- Harry Lyons 1888 baseball card for the St. Louis Browns
- Outfielder
- Born: March 25, 1866 Chester, Pennsylvania, U.S.
- Died: June 28, 1912 (aged 46) Mauricetown, New Jersey, U.S.
- Batted: RightThrew: Right

MLB debut
- August 29, 1887, for the Philadelphia Phillies

Last MLB appearance
- July 4, 1893, for the New York Giants

MLB statistics
- Batting average: .234
- Hits: 401
- Stolen bases: 120
- Stats at Baseball Reference

Teams
- Philadelphia Phillies (1887); St. Louis Browns (1887–1888); New York Giants (1889); Rochester Broncos (1890); New York Giants (1892–1893);

= Harry Lyons (baseball) =

American baseball player (1866–1912)

Harry Pratt Lyons (March 25, 1866 – June 28, 1912) was an American outfielder for the Philadelphia Phillies, St. Louis Browns, New York Giants, and Rochester Broncos from 1887 to 1893.

==Early life==
Lyons was born March 25, 1866, in Chester, Pennsylvania.

==Career==
He played for multiple minor league baseball teams including Ashland in the Central Pennsylvania League, Binghamton in the International Association of Professional Base Ball Players, the Buffalo Bisons, the Jersey City Skeeters, the Oswego Starchboxes, Portland Maine in the New England League, the Providence Grays, and the Worcester Grays.

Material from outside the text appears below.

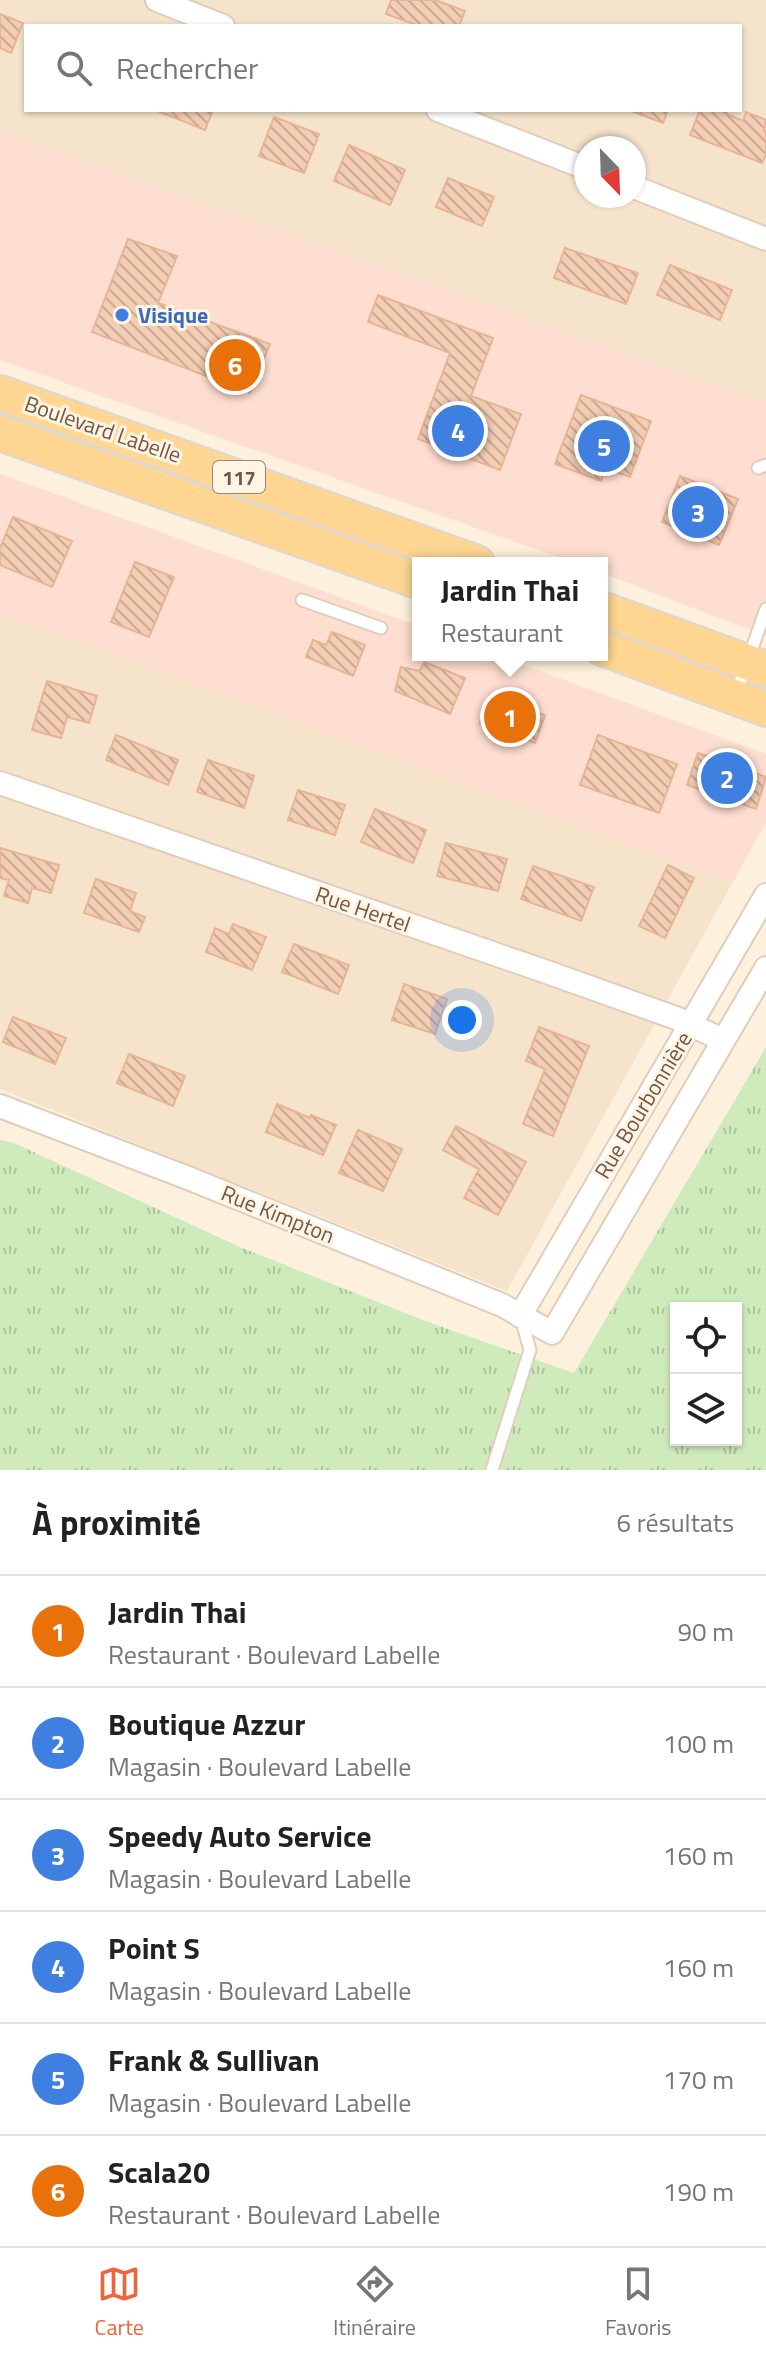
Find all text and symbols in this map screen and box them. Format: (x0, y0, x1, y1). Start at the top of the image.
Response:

He played as an outfielder in major league baseball for the Philadelphia Phillies in 1887, the St. Louis Browns from 1887 to 1889, the New York Giants in 1890, the Rochester Broncos in 1890, and the New York Giants again from 1892 to 1893.

He worked for the Philadelphia Water Department as an office clerk. He died June 28, 1912, in Buckshutem, New Jersey, and was interred at West Laurel Hill Cemetery in Bala Cynwyd, Pennsylvania.